Appeal from a judgment of the Niagara County Court (Peter L. Broderick, Sr., J.), rendered October 16, 2003. The judgment convicted defendant, upon his plea of guilty, of murder in the second degree.
It is hereby ordered that the judgment so appealed from be and the same hereby is unanimously affirmed.
Memorandum: Defendant appeals from a judgment convicting *1404him upon his plea of guilty of murder in the second degree (Penal Law § 125.25 [1]). Defendant contends that his waiver of the right to appeal was invalid because County Court failed to conduct a sufficient inquiry to ascertain whether the waiver was knowingly, voluntarily and intelligently entered. We reject that contention (see generally People v Brown, 303 AD2d 989 [2003] ). The record establishes that the court asked defendant, inter alia, whether he had a clear mind, whether he understood the proceedings, whether he had sufficient time to discuss the matter with his attorney, and whether he understood that he was giving up certain rights.

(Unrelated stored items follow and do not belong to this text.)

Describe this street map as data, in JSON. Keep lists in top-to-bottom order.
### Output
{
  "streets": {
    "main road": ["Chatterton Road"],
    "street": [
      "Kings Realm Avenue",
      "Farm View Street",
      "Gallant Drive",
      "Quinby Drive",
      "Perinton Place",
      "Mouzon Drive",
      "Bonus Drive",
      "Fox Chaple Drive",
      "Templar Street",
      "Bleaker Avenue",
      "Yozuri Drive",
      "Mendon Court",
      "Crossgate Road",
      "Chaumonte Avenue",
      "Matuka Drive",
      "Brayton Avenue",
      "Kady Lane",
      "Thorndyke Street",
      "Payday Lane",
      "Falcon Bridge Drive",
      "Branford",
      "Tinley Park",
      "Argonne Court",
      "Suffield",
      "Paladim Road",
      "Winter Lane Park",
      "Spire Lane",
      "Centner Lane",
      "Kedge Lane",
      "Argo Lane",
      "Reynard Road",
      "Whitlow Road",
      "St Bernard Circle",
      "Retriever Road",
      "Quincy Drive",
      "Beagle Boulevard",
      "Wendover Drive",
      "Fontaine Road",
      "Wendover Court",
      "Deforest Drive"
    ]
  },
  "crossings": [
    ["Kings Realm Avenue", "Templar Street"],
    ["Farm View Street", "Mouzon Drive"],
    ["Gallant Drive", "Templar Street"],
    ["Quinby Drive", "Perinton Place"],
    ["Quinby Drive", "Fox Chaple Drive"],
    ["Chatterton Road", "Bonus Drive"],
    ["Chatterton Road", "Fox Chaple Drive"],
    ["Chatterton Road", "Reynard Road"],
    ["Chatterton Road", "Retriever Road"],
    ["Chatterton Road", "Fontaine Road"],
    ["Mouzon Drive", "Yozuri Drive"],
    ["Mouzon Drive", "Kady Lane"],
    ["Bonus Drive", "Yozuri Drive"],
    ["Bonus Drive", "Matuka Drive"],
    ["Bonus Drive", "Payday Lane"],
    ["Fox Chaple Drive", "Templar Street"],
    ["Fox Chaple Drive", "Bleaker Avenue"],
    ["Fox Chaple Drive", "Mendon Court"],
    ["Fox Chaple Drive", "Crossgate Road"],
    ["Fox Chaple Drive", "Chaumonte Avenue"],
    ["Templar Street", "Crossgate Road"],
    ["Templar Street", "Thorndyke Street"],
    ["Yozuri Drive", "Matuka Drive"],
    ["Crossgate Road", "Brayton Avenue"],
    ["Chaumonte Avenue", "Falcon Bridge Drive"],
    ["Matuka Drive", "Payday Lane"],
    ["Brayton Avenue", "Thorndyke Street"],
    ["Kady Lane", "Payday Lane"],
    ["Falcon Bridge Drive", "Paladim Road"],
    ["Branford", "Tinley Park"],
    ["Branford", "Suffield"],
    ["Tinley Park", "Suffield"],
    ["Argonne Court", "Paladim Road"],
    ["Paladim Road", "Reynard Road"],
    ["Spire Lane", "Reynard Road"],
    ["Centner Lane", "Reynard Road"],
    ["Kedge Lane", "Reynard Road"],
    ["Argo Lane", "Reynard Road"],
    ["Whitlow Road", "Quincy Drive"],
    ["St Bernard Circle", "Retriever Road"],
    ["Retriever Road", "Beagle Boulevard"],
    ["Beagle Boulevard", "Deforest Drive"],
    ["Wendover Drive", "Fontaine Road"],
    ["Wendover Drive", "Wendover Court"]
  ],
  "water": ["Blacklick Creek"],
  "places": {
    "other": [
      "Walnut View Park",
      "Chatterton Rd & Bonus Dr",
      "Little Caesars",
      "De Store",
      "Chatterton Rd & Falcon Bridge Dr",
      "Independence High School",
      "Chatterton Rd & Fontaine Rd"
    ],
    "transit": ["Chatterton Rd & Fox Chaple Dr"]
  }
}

With respect to the waiver of the right to appeal, defendant indicated that he understood that he was giving up his right to challenge any rulings made by the court, including the court’s ruling following the Huntley hearing. “Defendant’s responses to [the c]ourt’s questions unequivocally established that defendant understood the proceedings and was voluntarily waiving the right to appeal” (People v Gilbert, 17 AD3d 1164, 1164 [2005]; see People v Jeter, 15 AD3d 885 [2005], lv denied 4 NY3d 887 [2005]). The waiver by defendant of the right to appeal encompasses his contentions with respect to the'court’s suppression ruling and the severity of the sentence (see People v Kemp, 94 NY2d 831 [1999]; People v Hidalgo, 91 NY2d 733, 737 [1998]; Gilbert, 17 AD3d at 1164; People v Haupt, 16 AD3d 1079 [2005]; People v Pittman, 13 AD3d 1145, 1146 [2004] , lv denied 4 NY3d 801 [2005]). Present—Hurlbutt, J.P., Scudder, Kehoe, Martoche and Hayes, JJ.